The findings were published recently in the Journal of Immigrant and Minority Health. The research was co-authored by Dr. S. Marie Harvey, associate dean and professor at Oregon State. Harvey received funding from the Centers for Disease Control and Prevention to support the study.
Researchers conducted interviews with 349 young adult Latinos, ages 18 to 25, living in rural Oregon. Nearly 40 percent of those interviewed said they had experienced health care discrimination, such as being prevented from accessing services; being hassled; or being made to feel inferior in some way.
“What matters is the perception,” Dr. Harvey said. “If a person is less likely to seek out services because of that perception, it needs to be addressed.”
Latinos are considered an underserved group because they are less likely to obtain regular health care services and have higher rates of chronic disease such as diabetes than the general population, leading to disparities in their overall health and well-being.
The researchers’ goal was to better understand the role perceived discrimination plays in Latinos’ access to and use of health care services. Much of the past research on discrimination in health care has focused on African-Americans and people living in urban settings. This study emphasizes the experience of Latinos living in rural areas, a trend emerging as Latino populations move to rural areas across the nation, Dr. Lopez-Cevallos said.

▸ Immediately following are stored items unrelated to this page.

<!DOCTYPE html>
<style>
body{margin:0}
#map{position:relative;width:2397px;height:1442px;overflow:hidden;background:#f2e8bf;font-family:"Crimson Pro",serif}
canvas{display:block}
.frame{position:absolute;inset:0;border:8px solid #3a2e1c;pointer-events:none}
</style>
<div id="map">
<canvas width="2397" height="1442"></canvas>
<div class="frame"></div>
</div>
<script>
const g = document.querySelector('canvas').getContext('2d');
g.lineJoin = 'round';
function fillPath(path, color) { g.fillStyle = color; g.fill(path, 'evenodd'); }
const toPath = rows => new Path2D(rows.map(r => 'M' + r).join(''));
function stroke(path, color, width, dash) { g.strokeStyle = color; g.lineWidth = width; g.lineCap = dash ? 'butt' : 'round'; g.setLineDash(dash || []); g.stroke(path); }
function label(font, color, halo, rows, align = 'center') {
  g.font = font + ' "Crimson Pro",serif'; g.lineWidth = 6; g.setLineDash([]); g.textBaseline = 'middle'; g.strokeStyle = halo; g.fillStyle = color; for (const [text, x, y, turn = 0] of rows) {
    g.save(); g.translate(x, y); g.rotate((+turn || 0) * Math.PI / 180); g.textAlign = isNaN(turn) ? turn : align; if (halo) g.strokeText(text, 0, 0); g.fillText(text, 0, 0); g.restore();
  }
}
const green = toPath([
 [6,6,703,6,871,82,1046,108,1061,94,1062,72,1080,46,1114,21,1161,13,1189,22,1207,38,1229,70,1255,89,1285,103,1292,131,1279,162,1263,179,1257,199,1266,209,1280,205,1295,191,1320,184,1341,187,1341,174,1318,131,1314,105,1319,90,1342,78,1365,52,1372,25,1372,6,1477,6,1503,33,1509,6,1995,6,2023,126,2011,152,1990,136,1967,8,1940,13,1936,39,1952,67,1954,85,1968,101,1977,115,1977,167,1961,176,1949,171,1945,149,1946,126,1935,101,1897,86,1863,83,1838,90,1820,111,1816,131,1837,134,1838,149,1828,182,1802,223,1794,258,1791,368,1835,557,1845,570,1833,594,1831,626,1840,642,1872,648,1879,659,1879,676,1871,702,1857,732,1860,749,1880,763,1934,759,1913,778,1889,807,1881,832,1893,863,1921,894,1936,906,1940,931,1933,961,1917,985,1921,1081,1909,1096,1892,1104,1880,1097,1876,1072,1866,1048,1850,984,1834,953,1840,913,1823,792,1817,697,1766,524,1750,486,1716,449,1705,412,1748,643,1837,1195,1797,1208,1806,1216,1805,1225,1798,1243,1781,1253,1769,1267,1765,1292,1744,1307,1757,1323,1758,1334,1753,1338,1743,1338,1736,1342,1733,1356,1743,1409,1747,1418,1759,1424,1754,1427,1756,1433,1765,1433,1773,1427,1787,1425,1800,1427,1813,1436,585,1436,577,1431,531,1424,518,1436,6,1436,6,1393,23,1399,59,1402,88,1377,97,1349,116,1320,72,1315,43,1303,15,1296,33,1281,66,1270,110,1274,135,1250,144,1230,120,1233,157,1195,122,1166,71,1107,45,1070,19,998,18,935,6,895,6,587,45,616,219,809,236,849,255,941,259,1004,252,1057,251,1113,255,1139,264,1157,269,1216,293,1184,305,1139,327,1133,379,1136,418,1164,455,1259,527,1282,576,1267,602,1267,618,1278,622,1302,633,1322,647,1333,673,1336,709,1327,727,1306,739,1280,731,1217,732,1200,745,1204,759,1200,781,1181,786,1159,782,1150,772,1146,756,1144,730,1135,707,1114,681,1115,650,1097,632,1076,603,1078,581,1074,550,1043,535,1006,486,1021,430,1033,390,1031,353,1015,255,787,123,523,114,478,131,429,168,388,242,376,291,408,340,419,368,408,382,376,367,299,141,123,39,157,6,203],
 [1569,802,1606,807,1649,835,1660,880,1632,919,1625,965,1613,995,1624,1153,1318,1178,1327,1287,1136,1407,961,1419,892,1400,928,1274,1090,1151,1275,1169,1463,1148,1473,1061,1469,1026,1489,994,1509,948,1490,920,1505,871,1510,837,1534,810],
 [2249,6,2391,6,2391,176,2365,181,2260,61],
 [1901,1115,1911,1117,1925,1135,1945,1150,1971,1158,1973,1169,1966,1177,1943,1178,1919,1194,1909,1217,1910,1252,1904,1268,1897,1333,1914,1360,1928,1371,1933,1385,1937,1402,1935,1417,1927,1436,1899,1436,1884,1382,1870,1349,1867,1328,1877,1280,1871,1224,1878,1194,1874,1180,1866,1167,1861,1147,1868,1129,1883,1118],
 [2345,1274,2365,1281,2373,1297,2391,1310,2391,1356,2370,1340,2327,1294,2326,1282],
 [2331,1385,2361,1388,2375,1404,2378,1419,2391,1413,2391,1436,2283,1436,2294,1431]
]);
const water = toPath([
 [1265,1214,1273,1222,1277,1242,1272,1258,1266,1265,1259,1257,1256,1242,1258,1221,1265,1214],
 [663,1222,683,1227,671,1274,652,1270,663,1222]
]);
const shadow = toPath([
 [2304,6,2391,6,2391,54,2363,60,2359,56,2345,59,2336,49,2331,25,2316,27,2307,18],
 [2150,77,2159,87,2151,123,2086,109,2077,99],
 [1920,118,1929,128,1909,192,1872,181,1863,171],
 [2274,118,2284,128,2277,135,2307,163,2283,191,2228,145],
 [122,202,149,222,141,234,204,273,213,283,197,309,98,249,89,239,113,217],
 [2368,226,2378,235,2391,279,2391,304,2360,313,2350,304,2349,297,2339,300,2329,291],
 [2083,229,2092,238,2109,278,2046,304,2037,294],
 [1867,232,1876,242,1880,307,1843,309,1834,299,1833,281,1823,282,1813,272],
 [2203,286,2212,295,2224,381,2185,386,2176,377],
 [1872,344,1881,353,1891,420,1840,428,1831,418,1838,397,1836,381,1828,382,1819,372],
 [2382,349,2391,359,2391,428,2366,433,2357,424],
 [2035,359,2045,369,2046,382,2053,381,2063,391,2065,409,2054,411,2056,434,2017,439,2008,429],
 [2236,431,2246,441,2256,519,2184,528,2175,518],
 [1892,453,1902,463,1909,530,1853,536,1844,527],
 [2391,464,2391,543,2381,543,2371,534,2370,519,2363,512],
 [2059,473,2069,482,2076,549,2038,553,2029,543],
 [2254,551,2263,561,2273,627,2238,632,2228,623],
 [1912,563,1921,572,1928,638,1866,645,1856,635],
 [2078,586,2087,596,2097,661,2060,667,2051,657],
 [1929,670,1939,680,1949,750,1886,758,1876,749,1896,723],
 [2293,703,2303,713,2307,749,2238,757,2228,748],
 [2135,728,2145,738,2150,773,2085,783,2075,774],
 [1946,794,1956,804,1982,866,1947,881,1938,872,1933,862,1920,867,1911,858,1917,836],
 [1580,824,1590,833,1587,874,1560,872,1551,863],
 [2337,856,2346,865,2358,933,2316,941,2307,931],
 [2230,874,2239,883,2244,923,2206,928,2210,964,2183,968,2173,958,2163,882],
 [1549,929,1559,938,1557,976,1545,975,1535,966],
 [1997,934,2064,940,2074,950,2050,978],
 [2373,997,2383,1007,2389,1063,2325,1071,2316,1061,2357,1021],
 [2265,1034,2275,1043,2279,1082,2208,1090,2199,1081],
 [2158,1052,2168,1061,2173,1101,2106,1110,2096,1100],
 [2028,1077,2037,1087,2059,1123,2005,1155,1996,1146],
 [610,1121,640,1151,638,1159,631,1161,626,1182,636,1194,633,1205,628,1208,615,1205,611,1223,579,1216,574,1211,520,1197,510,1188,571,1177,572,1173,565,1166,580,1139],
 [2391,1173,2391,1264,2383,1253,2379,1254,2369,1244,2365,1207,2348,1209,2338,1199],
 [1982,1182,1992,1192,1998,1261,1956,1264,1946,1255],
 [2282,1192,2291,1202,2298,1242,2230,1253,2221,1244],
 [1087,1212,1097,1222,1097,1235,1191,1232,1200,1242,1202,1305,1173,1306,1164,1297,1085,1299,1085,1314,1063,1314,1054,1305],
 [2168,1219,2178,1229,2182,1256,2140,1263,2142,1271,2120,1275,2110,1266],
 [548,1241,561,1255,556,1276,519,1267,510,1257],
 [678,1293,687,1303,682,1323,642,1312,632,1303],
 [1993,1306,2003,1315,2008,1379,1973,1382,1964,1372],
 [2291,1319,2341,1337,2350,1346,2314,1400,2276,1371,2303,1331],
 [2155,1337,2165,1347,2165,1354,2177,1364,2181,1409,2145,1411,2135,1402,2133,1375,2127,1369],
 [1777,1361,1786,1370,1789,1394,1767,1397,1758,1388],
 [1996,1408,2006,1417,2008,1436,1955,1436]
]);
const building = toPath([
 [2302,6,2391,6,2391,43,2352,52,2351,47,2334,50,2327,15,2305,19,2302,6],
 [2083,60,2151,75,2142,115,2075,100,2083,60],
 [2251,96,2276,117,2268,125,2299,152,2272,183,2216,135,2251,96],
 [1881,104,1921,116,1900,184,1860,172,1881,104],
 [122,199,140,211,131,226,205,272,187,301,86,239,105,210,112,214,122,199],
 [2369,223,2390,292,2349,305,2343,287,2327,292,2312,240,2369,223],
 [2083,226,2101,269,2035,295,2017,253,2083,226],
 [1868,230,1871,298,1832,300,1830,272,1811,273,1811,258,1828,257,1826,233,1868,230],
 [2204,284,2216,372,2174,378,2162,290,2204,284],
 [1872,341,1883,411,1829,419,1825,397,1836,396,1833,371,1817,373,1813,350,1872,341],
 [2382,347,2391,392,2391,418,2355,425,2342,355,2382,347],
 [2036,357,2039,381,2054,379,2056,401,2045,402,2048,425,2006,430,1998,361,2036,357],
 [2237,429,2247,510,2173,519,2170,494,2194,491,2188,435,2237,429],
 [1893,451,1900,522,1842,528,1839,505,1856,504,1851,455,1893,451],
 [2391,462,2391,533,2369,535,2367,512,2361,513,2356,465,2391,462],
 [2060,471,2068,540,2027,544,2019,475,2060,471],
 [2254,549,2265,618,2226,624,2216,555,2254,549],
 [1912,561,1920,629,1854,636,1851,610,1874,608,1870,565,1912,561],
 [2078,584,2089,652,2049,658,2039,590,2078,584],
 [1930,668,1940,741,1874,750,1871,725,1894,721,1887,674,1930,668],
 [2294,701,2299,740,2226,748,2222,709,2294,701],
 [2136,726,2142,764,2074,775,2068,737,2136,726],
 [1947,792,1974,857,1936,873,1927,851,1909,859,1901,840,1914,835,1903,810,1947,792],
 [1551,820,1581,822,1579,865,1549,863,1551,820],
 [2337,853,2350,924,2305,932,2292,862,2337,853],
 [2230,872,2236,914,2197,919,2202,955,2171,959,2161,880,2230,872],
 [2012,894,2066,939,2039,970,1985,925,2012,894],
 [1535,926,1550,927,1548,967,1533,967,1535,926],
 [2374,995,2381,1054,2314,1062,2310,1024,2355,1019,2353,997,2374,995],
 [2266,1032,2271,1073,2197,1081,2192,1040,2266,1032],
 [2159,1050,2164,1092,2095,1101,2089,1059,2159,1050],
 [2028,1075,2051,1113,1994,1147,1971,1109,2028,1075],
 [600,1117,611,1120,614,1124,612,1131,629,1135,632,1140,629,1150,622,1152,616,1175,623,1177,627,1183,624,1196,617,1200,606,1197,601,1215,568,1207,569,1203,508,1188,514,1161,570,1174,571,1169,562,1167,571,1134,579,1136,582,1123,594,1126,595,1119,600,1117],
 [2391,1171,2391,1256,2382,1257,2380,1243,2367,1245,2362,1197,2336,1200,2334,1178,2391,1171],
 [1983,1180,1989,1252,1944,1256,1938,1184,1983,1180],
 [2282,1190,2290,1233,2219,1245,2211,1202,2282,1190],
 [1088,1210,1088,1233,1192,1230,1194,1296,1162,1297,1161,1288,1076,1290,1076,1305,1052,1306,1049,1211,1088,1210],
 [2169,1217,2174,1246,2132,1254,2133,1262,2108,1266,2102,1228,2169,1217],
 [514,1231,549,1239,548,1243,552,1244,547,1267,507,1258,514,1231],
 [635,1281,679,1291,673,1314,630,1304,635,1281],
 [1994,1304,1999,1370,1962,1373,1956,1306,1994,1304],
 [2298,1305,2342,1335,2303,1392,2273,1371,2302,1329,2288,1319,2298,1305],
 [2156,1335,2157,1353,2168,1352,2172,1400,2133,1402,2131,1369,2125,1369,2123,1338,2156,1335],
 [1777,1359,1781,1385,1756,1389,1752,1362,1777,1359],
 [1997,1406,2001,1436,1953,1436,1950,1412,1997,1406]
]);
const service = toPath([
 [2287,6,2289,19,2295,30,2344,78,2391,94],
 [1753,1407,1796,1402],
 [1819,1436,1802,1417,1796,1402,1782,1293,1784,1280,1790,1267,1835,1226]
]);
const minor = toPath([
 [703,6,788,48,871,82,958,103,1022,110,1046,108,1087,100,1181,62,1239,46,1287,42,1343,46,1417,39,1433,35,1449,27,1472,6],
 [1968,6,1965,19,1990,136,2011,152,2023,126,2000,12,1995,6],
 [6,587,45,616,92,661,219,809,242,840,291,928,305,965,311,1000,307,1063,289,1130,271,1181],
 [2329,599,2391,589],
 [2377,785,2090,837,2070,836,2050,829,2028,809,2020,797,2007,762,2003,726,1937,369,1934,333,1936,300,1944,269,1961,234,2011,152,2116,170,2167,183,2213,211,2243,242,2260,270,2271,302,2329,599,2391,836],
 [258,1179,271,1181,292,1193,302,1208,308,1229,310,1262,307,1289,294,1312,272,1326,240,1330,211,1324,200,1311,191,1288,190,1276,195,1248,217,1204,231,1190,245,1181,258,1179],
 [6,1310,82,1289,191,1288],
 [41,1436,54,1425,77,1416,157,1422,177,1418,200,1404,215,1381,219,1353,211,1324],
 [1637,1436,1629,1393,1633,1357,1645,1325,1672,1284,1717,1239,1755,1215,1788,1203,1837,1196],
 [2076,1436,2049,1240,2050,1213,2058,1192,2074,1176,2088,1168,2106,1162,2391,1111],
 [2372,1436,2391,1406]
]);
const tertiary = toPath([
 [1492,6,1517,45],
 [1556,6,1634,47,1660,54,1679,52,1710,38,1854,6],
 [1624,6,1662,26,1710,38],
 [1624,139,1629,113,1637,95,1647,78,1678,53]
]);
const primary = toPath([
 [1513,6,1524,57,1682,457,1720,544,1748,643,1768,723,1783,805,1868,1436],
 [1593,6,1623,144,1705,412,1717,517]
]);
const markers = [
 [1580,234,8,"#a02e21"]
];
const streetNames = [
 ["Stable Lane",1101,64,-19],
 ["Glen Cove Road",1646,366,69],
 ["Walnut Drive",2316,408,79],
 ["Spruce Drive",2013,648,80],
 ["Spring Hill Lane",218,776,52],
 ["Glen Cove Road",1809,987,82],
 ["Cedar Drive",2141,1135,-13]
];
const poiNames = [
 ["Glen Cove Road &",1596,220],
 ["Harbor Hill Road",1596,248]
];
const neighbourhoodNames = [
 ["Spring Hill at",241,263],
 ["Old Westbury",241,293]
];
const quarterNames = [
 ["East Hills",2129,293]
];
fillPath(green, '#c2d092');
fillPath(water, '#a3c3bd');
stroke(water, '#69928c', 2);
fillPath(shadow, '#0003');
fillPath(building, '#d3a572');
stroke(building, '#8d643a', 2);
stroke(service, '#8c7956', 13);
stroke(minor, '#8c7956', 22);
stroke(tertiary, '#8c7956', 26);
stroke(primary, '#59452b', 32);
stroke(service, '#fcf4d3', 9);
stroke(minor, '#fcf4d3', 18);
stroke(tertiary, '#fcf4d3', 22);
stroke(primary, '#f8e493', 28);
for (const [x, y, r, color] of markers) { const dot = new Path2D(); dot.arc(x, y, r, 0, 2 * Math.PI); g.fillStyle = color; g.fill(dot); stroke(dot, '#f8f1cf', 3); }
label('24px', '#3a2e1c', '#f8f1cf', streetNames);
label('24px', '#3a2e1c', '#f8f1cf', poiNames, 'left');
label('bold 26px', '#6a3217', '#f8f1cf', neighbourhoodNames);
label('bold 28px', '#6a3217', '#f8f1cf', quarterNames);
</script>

“We have a different population here, so we want to be able to address concerns in Oregon and other states with growing rural Latino communities,” he said.
Addressing health care barriers facing Latinos and other underrepresented groups is important because when health care issues go undiagnosed or untreated, health care costs tend to rise. Prevention, early diagnosis and disease management are critical components of health care reform under the federal Affordable Care Act.
Nearly 45 percent of foreign-born Latinos, reported discrimination, compared to about 32 percent of Latinos born in the U.S. Researchers did not ask participants in the study about their immigration status.